Saved data entries
Segment Open

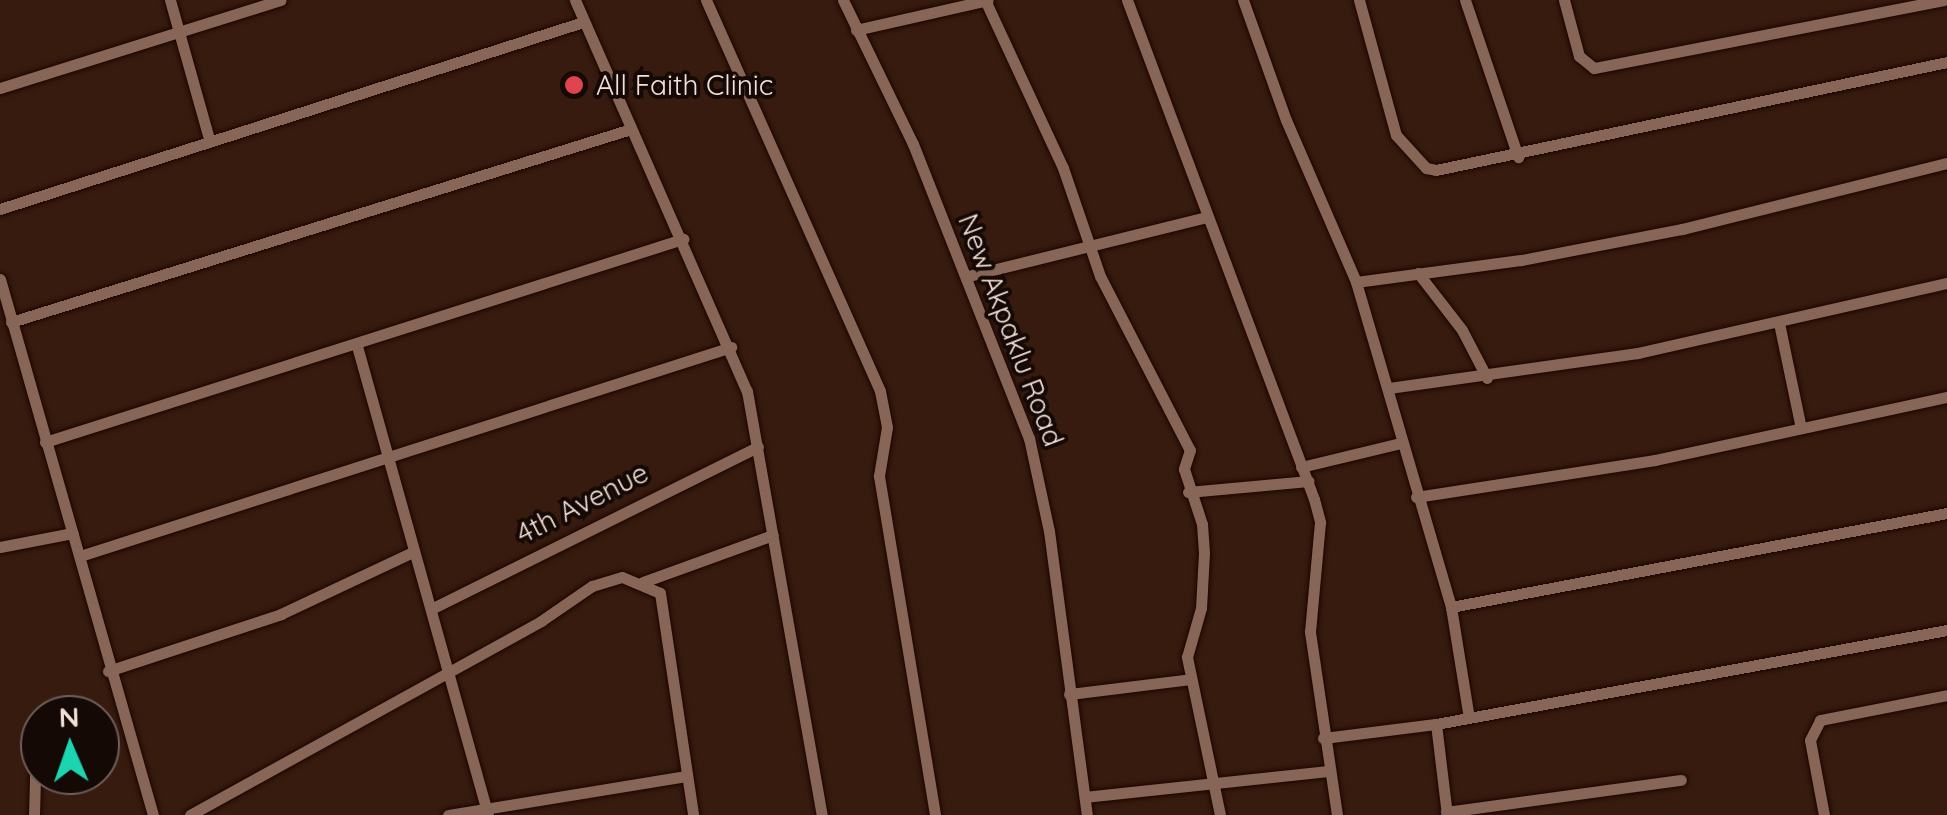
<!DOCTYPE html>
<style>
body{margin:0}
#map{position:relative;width:1947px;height:815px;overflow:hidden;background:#361b0e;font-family:Quicksand,sans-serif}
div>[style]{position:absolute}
.roads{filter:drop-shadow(0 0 2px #1c0500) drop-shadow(0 0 2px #1c0500)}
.minor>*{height:11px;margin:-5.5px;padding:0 5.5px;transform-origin:5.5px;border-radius:5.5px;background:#876657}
.dots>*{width:28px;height:28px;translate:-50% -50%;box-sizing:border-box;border:5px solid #150905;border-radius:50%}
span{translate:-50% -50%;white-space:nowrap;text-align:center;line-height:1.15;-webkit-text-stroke:8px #150905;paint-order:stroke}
.poi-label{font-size:28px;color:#f3e0d8}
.left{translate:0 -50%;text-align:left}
.street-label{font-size:28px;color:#f3e0d8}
.north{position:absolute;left:20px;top:695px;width:100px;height:100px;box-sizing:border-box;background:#150905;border:2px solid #6e5f59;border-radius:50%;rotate:358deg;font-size:28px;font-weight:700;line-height:40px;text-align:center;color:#f3e0d8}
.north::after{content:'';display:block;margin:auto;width:35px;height:45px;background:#1bd5b1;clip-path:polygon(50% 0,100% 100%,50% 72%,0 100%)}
</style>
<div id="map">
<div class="roads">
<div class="minor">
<div style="left:170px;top:0;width:144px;rotate:74.3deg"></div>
<div style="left:575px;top:0;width:427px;rotate:66.3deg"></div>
<div style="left:747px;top:391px;width:431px;rotate:80deg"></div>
<div style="left:706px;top:0;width:428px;rotate:66deg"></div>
<div style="left:880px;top:391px;width:37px;rotate:79deg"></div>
<div style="left:887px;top:427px;width:50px;rotate:99.3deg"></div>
<div style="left:879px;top:476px;width:344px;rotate:80.6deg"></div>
<div style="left:843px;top:0;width:160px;rotate:64.1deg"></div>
<div style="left:913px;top:144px;width:316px;rotate:68.5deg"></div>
<div style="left:1029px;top:438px;width:95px;rotate:77.9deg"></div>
<div style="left:1049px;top:531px;width:287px;rotate:82.4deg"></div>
<div style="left:985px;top:0;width:185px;rotate:65.1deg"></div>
<div style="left:1063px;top:168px;width:114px;rotate:71.1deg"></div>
<div style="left:1100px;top:276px;width:196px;rotate:62.7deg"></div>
<div style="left:1190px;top:450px;width:20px;rotate:108deg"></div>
<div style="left:1184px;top:469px;width:58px;rotate:71.9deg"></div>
<div style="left:1202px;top:524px;width:29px;rotate:86deg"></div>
<div style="left:1204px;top:553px;width:55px;rotate:93.1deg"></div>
<div style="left:1201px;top:608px;width:51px;rotate:105.9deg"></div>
<div style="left:1187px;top:657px;width:161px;rotate:78.2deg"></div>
<div style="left:1127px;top:0;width:533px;rotate:69.46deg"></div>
<div style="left:1314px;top:499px;width:24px;rotate:75deg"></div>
<div style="left:1320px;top:522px;width:110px;rotate:95.2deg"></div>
<div style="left:1310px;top:632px;width:185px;rotate:81.6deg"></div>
<div style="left:1243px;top:0;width:127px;rotate:70.3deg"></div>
<div style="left:1286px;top:120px;width:176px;rotate:66.6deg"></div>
<div style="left:1356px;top:282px;width:339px;rotate:73.7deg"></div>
<div style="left:1451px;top:607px;width:112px;rotate:80.8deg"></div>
<div style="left:1359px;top:0;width:140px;rotate:74.7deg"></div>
<div style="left:1396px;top:135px;width:45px;rotate:47.7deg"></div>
<div style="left:1426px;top:168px;width:10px;rotate:11deg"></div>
<div style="left:1436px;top:170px;width:522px;rotate:-11.93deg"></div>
<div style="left:1465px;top:0;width:166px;rotate:71.3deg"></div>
<div style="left:1564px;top:0;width:58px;rotate:75deg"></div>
<div style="left:1579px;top:56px;width:19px;rotate:39deg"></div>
<div style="left:1594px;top:68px;width:356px;rotate:-11deg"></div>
<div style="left:856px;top:30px;width:135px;rotate:-12.8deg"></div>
<div style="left:0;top:88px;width:294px;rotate:-17.4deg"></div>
<div style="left:0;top:209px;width:612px;rotate:-17.78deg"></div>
<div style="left:1418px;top:273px;width:72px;rotate:52.3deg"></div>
<div style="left:1462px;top:330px;width:54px;rotate:62.5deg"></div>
<div style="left:968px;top:276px;width:246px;rotate:-13.9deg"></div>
<div style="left:0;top:279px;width:557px;rotate:74.07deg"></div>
<div style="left:1356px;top:282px;width:166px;rotate:-7.6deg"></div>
<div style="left:1521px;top:260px;width:164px;rotate:-10.9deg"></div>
<div style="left:1682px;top:229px;width:273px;rotate:-14deg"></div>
<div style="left:11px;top:322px;width:649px;rotate:-17.29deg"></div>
<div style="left:1779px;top:323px;width:107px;rotate:78.2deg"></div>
<div style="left:357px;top:346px;width:487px;rotate:74.4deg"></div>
<div style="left:1389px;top:388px;width:251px;rotate:-8deg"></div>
<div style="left:1638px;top:353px;width:317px;rotate:-12.8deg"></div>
<div style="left:45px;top:442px;width:670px;rotate:-17.65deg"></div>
<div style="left:1301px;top:467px;width:103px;rotate:-13.5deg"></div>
<div style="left:1188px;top:492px;width:121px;rotate:-5.2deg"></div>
<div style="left:1416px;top:497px;width:242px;rotate:-8.8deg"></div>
<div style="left:1655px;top:460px;width:299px;rotate:-12.2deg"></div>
<div style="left:0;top:547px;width:74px;rotate:-10.9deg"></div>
<div style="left:80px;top:556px;width:684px;rotate:-17.8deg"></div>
<div style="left:643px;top:582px;width:138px;rotate:-19.9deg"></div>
<div style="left:1451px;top:607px;width:505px;rotate:-10.73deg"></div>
<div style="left:431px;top:609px;width:365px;rotate:-26.4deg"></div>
<div style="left:108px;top:671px;width:182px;rotate:-18.2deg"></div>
<div style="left:281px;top:614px;width:146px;rotate:-25.2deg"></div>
<div style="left:1069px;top:694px;width:123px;rotate:-7deg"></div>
<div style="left:1436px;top:724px;width:92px;rotate:83.1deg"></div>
<div style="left:1323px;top:738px;width:114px;rotate:-7.1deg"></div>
<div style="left:1436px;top:724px;width:520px;rotate:-10.42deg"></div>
<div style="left:1085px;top:797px;width:246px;rotate:-6.1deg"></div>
<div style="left:1446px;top:812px;width:237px;rotate:-7.8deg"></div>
<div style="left:34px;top:815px;width:73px;rotate:-88.4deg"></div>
<div style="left:190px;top:815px;width:401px;rotate:-28.9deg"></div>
<div style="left:541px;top:621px;width:62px;rotate:-34.5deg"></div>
<div style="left:592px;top:586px;width:31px;rotate:-17deg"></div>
<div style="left:622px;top:577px;width:41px;rotate:22.8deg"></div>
<div style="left:660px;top:593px;width:224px;rotate:81.5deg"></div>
<div style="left:448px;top:815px;width:242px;rotate:-9.3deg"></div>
<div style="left:1824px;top:815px;width:76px;rotate:-100.6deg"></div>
<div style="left:1810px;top:740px;width:22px;rotate:-63deg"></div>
<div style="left:1820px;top:720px;width:129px;rotate:-11.1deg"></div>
</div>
</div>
<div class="dots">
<div style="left:574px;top:85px;background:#e0444e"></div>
</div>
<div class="poi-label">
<span class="left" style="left:596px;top:85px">All Faith Clinic</span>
</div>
<div class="street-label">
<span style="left:1011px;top:330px;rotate:69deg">New Akpaklu Road</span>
<span style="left:582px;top:503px;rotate:-27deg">4th Avenue</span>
</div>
<div class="north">N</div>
</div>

Segment Closed

▸ **Task to carry out**
Treating the line with "2px #1c0500) drop-shadow(0" as the last line to include, retype the records exactly from their first line, excluding pictures.

▸ **Response to this exercise**
<!DOCTYPE html>
<style>
body{margin:0}
#map{position:relative;width:1947px;height:815px;overflow:hidden;background:#361b0e;font-family:Quicksand,sans-serif}
div>[style]{position:absolute}
.roads{filter:drop-shadow(0 0 2px #1c0500) drop-shadow(0 0 2px #1c0500)}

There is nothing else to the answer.